Chapter Three.
With the Red-skins.
Uncle Donald and the Blackfeet—The Chief’s Speech—A Fortunate Recognition—Ponoko gives up a Little Girl to Uncle Donald—Impossible to do any more—Ponoko urges Departure—Rose is Adopted by Uncle Donald—Hugh McLellan—Madge—Story of a Brave Indian Mother—Red Squirrel—The Household at Clearwater.
I waited with intense anxiety for Uncle Donald who appeared to have been a long time absent. I dared not disobey his orders by moving from the spot, yet I felt eager to creep up and try and ascertain what had happened. I thought that by seeming the horses to the trees, I might manage to get near the Indian camp without being perceived, but I overcame the temptation. At length I heard footsteps approaching, when, greatly to my relief, I saw Uncle Donald coming towards me, carrying some object wrapped up in a buffalo-robe in his arms.
I will now mention what occurred to him. He advanced, as he told me afterwards, without uttering a word, until he was close up to the fire round which the braves were collected, then seating himself opposite the chief, whom he recognised by his dress and ornaments, said, “I have come as a friend to visit my red brothers; they must listen to what I have to say.” The chief nodded and passed the pipe he was smoking round to him, to show that he was welcome as a friend. Uncle Donald then told them that he was aware of their attack upon the village, which was not only unjustifiable, but very unwise, as they would be certain to bring down on their heads the vengeance of the “Long-knives”—so the Indians call the people of the United States. That wide as was the country, the arm of the Long-knives could stretch over it; that they had fleet horses, and guns which could kill when their figures appeared no larger than musk rats; and he urged them, now that the harm was done, to avert the punishment which would overtake them by restoring the white people they had captured.
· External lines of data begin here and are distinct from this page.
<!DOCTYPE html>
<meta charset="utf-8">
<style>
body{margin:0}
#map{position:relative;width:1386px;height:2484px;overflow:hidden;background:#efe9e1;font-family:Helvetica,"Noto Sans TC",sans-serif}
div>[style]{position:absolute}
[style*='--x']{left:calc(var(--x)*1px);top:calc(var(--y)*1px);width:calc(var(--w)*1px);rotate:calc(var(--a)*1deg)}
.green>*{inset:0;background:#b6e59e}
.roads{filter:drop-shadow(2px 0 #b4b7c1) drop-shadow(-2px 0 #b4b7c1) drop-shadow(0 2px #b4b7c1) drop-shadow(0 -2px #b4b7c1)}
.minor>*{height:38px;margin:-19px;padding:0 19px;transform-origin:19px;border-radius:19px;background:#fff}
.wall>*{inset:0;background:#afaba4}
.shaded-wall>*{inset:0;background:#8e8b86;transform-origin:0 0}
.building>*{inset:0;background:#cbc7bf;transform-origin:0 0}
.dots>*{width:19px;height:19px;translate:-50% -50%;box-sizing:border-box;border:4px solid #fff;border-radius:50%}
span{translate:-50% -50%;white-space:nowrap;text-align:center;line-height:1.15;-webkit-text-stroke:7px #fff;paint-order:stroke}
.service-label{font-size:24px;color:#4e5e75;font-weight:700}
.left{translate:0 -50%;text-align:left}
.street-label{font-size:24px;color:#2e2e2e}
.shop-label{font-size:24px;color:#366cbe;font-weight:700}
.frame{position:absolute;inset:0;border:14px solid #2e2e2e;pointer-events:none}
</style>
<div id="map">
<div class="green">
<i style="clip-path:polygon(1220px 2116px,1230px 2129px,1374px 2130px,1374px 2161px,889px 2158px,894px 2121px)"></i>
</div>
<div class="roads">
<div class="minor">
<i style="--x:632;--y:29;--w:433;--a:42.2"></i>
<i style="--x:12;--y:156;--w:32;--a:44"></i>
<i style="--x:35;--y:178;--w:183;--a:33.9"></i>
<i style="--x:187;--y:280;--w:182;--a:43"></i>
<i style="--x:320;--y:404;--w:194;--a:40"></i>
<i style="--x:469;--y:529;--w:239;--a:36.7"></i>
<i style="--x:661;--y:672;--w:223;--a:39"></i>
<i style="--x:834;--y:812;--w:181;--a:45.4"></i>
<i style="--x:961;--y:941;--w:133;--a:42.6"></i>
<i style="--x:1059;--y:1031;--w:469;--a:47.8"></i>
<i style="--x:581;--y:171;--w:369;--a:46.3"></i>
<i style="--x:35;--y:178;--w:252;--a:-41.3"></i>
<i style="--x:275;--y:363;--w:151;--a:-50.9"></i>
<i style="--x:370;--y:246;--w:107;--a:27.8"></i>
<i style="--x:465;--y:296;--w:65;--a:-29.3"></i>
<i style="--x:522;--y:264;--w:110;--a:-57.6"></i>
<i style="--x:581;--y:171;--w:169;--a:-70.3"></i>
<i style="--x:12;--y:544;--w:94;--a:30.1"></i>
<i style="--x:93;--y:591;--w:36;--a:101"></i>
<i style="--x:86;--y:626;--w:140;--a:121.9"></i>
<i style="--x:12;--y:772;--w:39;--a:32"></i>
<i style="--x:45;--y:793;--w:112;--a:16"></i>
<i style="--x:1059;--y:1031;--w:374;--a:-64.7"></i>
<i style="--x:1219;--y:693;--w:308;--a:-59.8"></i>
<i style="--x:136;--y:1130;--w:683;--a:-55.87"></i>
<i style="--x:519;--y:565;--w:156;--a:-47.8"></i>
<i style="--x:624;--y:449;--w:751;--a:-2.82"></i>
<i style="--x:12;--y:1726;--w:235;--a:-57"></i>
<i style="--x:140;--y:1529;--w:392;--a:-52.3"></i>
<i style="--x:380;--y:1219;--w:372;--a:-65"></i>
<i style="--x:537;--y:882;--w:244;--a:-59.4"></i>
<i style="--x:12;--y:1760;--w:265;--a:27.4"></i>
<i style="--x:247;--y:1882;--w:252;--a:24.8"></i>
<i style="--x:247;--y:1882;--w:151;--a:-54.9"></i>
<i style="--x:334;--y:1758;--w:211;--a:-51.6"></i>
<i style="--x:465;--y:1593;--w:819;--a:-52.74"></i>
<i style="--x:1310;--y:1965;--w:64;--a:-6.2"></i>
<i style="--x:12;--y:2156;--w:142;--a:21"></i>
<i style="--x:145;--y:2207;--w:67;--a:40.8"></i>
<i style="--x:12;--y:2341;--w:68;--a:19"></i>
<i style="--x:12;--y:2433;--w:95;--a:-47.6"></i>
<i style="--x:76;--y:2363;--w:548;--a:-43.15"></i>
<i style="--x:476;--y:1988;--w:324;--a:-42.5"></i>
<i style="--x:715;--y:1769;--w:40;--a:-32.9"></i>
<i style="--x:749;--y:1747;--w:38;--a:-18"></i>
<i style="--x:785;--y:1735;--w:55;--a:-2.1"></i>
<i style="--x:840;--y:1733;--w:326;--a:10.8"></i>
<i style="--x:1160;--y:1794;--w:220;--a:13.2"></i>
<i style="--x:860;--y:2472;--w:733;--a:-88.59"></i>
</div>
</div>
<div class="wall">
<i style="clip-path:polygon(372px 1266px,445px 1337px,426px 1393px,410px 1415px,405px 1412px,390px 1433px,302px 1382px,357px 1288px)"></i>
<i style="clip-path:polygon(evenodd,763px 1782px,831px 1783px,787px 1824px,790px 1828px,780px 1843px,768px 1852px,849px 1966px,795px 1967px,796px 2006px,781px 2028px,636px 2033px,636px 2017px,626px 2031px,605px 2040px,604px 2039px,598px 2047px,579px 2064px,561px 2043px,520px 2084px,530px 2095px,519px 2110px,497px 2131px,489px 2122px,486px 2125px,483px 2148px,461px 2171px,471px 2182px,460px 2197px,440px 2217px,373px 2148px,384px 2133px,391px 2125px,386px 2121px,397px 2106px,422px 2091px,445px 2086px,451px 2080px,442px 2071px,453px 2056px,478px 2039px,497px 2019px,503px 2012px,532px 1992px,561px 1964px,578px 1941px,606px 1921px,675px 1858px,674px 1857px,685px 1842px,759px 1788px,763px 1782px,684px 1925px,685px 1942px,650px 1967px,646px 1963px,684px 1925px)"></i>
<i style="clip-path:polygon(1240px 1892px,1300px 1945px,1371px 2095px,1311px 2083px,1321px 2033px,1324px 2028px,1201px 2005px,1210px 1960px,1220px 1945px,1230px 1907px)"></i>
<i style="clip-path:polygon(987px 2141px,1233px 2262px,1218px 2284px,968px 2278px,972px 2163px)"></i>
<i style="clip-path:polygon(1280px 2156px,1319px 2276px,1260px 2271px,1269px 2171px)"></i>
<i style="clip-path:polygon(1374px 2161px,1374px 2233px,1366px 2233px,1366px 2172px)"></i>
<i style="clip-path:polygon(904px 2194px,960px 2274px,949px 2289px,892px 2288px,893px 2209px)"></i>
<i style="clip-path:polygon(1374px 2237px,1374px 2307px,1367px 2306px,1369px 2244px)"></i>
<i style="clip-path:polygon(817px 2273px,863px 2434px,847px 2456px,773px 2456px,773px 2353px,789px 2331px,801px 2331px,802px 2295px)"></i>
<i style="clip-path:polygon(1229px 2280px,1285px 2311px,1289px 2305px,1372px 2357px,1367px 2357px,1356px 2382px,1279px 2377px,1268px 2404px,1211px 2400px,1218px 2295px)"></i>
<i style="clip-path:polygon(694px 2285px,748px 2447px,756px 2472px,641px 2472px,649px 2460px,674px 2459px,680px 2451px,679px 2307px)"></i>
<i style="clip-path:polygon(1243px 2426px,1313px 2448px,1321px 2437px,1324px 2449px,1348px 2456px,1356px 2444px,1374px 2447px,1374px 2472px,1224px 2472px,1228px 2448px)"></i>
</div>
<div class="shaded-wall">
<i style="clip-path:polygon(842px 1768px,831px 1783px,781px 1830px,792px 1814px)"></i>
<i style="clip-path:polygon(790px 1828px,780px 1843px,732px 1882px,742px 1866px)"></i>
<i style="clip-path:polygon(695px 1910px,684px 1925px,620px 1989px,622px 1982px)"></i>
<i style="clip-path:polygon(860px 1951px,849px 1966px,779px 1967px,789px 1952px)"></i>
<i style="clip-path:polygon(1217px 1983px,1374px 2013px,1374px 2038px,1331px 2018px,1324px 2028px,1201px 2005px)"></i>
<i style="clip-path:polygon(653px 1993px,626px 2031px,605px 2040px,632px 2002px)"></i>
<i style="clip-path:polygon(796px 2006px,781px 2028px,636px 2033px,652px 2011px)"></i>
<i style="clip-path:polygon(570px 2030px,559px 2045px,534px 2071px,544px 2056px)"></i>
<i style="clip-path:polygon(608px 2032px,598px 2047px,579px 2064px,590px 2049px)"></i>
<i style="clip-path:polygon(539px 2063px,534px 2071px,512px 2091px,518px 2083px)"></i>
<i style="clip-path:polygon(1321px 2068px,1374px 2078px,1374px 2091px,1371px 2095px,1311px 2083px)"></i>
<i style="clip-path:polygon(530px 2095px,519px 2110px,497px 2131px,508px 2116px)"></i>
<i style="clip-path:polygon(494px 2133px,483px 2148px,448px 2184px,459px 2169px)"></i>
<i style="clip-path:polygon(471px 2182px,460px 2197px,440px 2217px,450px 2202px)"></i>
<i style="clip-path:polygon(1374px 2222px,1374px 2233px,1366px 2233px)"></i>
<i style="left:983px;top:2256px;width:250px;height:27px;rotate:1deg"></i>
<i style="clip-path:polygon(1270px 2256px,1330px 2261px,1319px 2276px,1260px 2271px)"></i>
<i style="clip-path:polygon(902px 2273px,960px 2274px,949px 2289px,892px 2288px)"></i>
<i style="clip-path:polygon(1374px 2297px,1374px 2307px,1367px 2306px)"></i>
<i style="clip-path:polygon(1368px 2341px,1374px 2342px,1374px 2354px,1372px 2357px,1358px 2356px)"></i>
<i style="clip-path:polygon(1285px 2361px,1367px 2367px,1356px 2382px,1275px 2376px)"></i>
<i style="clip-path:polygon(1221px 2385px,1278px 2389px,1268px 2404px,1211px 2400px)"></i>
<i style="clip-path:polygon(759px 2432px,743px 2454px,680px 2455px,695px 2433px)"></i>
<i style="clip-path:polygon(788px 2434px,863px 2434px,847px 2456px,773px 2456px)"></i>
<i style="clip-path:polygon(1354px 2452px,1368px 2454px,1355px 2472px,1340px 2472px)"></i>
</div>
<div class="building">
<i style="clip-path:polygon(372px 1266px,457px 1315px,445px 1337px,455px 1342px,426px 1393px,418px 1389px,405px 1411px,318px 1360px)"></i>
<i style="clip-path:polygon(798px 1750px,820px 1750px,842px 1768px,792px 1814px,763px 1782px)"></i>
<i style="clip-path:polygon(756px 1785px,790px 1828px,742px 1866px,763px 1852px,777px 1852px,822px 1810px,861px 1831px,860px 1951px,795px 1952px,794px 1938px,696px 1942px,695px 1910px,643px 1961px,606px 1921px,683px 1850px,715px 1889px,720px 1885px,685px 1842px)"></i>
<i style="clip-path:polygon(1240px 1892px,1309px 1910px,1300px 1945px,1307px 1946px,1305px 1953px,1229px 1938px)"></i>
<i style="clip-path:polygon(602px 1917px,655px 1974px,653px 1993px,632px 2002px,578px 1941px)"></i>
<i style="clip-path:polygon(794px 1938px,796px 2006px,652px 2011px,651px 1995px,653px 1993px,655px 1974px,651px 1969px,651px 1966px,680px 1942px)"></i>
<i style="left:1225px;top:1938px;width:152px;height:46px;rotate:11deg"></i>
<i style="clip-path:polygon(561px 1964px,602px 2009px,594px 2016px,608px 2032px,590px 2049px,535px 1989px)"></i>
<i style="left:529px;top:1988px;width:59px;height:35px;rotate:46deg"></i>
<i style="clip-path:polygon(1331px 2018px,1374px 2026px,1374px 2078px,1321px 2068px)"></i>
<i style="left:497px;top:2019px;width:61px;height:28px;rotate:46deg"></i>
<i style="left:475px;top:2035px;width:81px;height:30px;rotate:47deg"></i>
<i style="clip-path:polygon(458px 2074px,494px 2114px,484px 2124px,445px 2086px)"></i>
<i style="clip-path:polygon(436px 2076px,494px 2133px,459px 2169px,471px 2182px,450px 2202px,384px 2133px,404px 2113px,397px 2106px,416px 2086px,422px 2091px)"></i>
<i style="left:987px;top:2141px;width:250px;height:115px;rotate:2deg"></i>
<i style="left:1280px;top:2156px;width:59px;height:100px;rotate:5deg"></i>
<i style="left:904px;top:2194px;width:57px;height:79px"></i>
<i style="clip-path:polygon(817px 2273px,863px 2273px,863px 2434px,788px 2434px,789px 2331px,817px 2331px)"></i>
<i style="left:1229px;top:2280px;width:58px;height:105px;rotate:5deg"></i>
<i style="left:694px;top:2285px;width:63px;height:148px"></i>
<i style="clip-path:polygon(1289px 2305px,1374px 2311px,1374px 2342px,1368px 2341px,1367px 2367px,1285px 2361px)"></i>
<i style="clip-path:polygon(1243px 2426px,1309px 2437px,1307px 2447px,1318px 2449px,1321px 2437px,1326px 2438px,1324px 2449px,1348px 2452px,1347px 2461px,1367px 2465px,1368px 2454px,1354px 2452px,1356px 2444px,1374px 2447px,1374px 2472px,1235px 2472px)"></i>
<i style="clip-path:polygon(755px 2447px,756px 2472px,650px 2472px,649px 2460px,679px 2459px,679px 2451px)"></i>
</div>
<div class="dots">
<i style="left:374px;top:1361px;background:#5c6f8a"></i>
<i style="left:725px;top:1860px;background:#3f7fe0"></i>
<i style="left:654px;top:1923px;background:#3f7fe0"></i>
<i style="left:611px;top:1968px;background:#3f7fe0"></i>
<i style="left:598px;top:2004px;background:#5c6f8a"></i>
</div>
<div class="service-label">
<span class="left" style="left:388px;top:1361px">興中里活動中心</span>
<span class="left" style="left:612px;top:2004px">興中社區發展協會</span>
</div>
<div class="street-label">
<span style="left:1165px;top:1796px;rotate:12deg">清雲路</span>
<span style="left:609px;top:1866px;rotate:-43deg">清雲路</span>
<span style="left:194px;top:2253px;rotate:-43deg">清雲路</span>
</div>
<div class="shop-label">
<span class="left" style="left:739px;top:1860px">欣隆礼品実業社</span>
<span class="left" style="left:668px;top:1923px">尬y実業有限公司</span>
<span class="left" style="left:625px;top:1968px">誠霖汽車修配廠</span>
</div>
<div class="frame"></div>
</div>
When he had finished, the chief rose and made a long speech, excusing himself and his tribe on the plea that the Long-knives had been the aggressors; that they had killed their people, driven them from their hunting-grounds, and destroyed the buffalo on which they lived. No sooner did the chief begin to speak than Uncle Donald recognised him as a Sioux whose life he had saved some years before. He therefore addressed him by his name of Ponoko, or the Red Deer, reminding him of the circumstance. On this the chief, advancing, embraced him; and though unwilling to acknowledge that he had acted wrongly, he expressed his readiness to follow the advice of his white friend. He confessed, however, that his hand had only one captive, a little girl, whom he was carrying off as a present to his wife, to replace a child she had lost. “She would be as a daughter to me; but if my white father desires it, I will forego the pleasure I expected, and give her up to him. As for what the rest of my people may determine I cannot be answerable; but I fear that they will not give up their captives, should they have taken any alive,” he added.
“It would have been a terrible thing to have left the little innocent to be brought up among the savages and taught all their heathen ways, though they, no doubt, would have made much of her, and treated her like a little queen,” said Uncle Donald to me; “so I at once closed with the chief’s offer. Forthwith, a little girl, some five years of age, was brought out from a small hut built of boughs, close to where the party was sitting. She appeared almost paralysed with terror; but when, looking up, she saw that Uncle Donald was a white man, and that he was gazing compassionately at her, clinging to his hand, she entreated him by her looks to save her from the savages. She had been so overcome by the terrible scenes she had witnessed that she was unable to speak.”
Uncle Donald, lifting her up in his arms, endeavoured to calm her fears, promising that he would take care of her until he had restored her to her friends. He now expressed his intention of proceeding to the larger camp, but Ponoko urged him on no account to make the attempt, declaring that his life would not be safe, as several of their fiercest warriors were in command, who had vowed the destruction of all the Long-knives or others they should encounter.